Examining Trump’s campaign speeches reveals a continued trajectory from his previous strategies that framed women of color as unfit for leadership and Blacks and Hispanics as illegal and illegitimate immigrants. While Trump’s misogynistic and racist statements shifted slightly, these tactics remained central to Trump’s campaign for reelection. However, these tactics did not yield the same reward, which is not surprising given the nation’s historic pushback against these types of racialized politics. After all, the nation’s push back against segregation and Jim Crow led to the Civil Rights movement, the rejection against racialized tough-on-crime policies that led to the Black Power movement, and the call for social justice that led to the Black Lives Matter movement. The momentum of these movements rallied the nation around a common call for justice and equity, which disrupted Trump’s political terrorism.
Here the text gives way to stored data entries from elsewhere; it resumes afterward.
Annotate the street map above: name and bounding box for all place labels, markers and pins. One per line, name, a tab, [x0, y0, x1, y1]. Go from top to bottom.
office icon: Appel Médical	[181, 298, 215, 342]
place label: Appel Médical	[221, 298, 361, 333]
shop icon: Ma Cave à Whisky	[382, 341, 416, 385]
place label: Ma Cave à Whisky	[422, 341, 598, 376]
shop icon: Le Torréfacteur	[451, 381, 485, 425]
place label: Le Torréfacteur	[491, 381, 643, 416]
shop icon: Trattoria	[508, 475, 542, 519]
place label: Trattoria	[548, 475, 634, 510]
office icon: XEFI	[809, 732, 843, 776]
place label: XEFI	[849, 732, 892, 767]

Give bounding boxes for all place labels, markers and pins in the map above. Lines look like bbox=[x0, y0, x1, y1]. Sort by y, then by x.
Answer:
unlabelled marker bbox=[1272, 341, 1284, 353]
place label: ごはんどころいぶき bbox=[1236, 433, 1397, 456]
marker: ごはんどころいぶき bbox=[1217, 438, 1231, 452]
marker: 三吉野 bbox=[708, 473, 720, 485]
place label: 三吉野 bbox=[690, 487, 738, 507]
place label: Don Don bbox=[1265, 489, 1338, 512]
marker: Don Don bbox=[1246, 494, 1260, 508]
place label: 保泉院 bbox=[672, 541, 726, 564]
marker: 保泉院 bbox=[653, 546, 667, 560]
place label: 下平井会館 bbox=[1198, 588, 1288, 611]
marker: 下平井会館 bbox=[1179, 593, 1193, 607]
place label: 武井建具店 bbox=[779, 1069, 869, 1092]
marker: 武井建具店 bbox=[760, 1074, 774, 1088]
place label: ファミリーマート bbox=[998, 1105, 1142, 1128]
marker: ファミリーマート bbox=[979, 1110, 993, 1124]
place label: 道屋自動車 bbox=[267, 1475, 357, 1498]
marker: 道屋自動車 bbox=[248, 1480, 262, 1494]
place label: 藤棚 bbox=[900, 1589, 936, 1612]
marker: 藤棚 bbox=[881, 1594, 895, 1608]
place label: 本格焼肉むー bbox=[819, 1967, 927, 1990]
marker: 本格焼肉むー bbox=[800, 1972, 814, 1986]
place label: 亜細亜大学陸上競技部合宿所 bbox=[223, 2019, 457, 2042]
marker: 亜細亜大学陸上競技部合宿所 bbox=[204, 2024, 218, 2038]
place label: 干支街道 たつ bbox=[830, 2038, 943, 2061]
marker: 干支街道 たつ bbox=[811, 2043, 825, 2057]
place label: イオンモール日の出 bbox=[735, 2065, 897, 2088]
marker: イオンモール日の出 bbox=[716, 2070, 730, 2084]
Despite his loss, Trump was able to rally millions of Americans in support of his campaign to “Keep America Great.” On January 6, 2021, Trump supporters took up his charge for citizens to protect the nation’s sovereignty by preventing the confirmation of the newly elected president. The storm of individuals and groups invading the Capital demonstrated the power of political scare tactics that incited fear in thousands and commended Trump’s supports for fighting for Trump’s model of a great nation. Thus, we are sure to see these political maneuvers employed again, especially if Biden holds faithful to his promises to progress social justice, equity, and inclusion.
Will Donald Trump employ the same scare tactics and political terrorism again to ensure a victory in the 2024 presidential election? The truth is, he does not have to. A new wave of white supremacy American politicians have entered the political arena and are prepared to advance Trump’s philosophy on making America their great nation. The campaign strategies used decades ago will be useful as they are most dominant after significant gains on the most marginalized groups, especially African Americans. These campaigns are indeed backlashes against movements that seek to advance the nation to be more just and inclusive to all. Suppose Vice President Kamala Harris enter the 2024 presidential race. In that case, we may again see Trump as a candidate because his scare tactics were more successful against a woman candidate and less successful against a white male. We are sure to witness political terrorism against women and people of color as history demonstrates that racism and sexism are inherently tied to the fabric of America (Asante 2009). How the nation responds is yet to be determined.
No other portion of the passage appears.